I'm trying to use Julia (0.5) and Convex.jl (with ECOS solver) to figure out, given a portfolio of 2 stocks, how can I distribute my allocations (in percent) across both stocks such that I maximize my portfolio return and minimize my risk (std dev of returns). I want to maximize what is known as the Sharpe ratio that is a calculation driven from what percentages I have in each of my 2 stocks. So I want to MAXIMIZE the Sharpe ratio and have the solver figure out what is the optimal allocation for the two stocks (I want it to tell me I need x% of stock 1 and 1-x% of stock 2). The only real constraint is that the sum of the percent allocations adds to 100%. I have code below that runs, but does not give me the optimal weights/allocations I'm expecting (which is 36.3% for Supertech & 63.7% for Slowpoke). The solver instead comes back with 50/50.
My intuition is that I either have the objective function modeled incorrectly for the solver, or I need to do more with constraints. I don't have a good grasp on convex optimization so I'm winging it. Also, my objective function uses the variable.value attribute to get the correct output and I suspect I need to be working with the Variable expression object instead.

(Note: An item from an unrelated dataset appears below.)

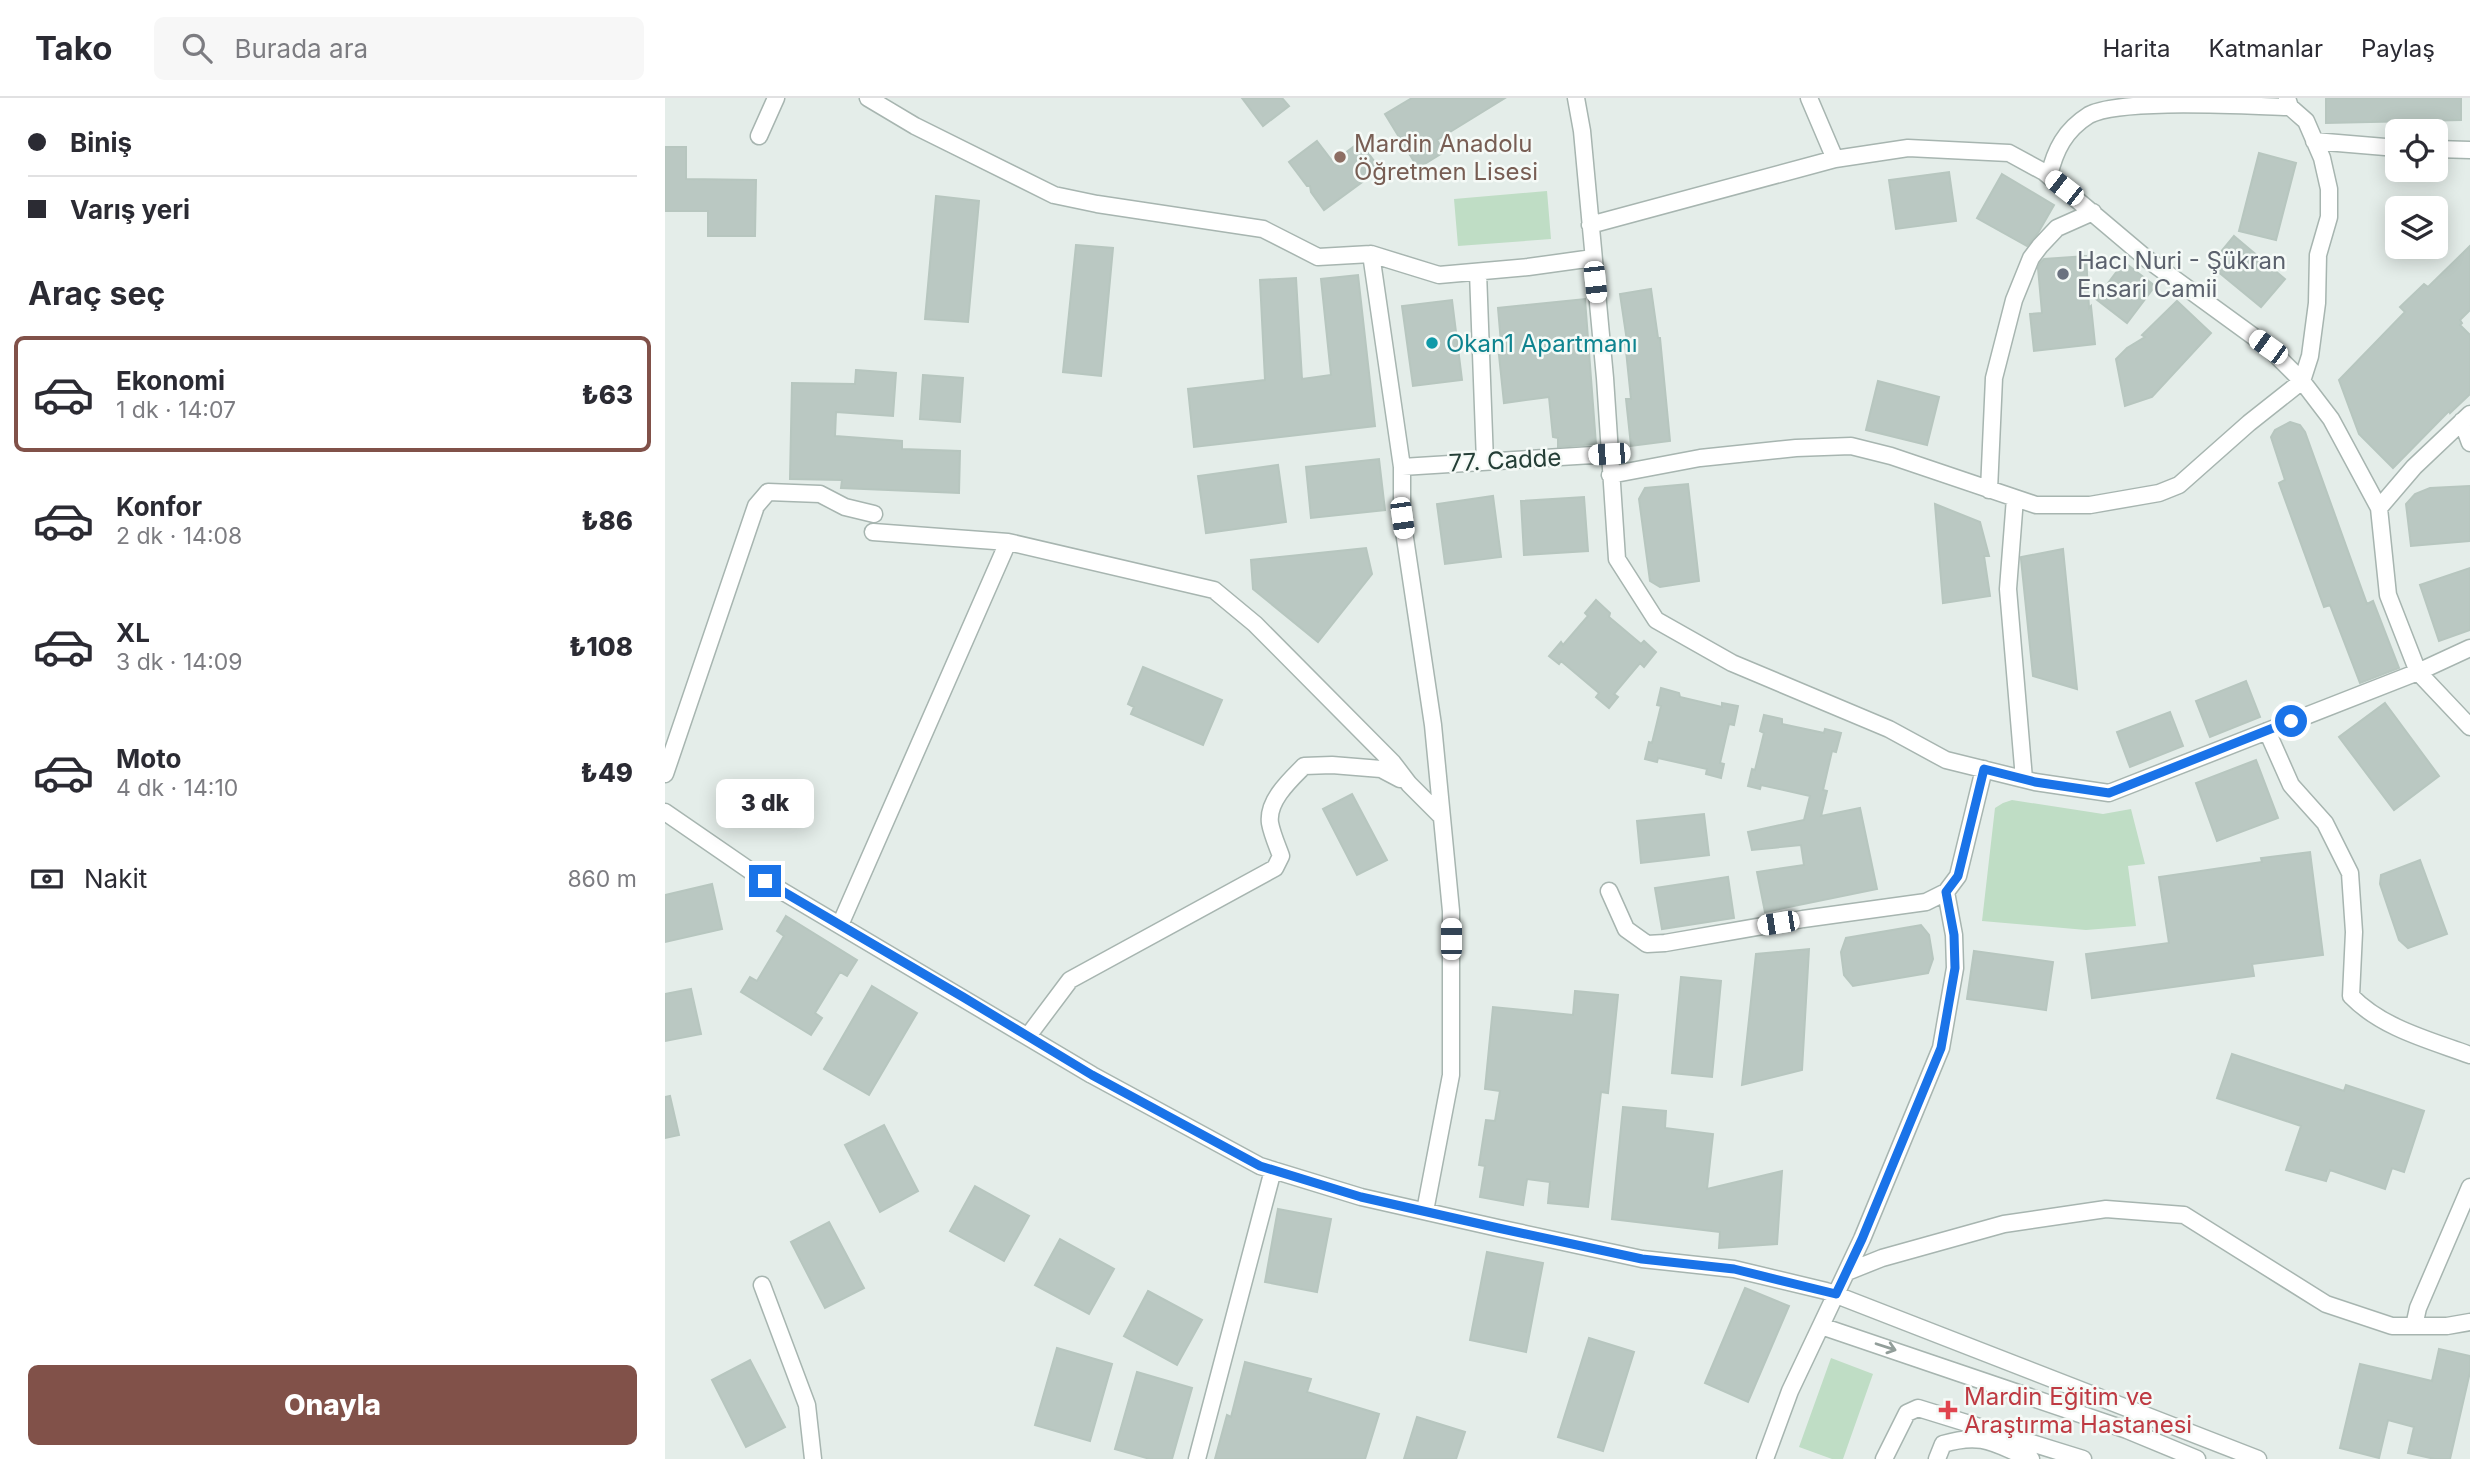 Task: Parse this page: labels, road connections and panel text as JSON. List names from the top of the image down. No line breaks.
{"streets":{"street":["77. Cadde"]},"places":{"other":["Mardin Anadolu Öğretmen Lisesi","Hacı Nuri - Şükran Ensari Camii","Okan1 Apartmanı"],"health":["Mardin Eğitim ve Araştırma Hastanesi"]},"page":{"header":"Tako","search":"Burada ara","nav":["Harita","Katmanlar","Paylaş"],"banner":["Biniş","Varış yeri"],"heading":"Araç seç","list":[{"name":"Ekonomi","note":"1 dk · 14:07","value":"₺63"},{"name":"Konfor","note":"2 dk · 14:08","value":"₺86"},{"name":"XL","note":"3 dk · 14:09","value":"₺108"},{"name":"Moto","note":"4 dk · 14:10","value":"₺49"}],"bubble":"3 dk","pay":["Nakit","860 m"],"buttons":"Onayla"}}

Question is, is what I'm trying to achieve something the Convex solver is designed for and I just have to model the objective function and constraints better, or do I have to just iterate the weights and brute force it?
Code with comments:
using Convex, ECOS
Supertech = [-.2; .1; .3; .5];
Slowpoke = [.05; .2; -.12; .09];
A = reshape([Supertech; Slowpoke],4,2)
mlen = size(A)[1]
R = vec(mean(A,1))
n=rank(A)
w = Variable(n)
c1 = sum(w) == 1;
λ = .01
w.value = [λ; 1-λ]
sharpe_ratio = sqrt(mlen) * (w.value' * R) / sqrt(sum(vec(w.value' .* w.value) .* vec(cov(A,1,false))))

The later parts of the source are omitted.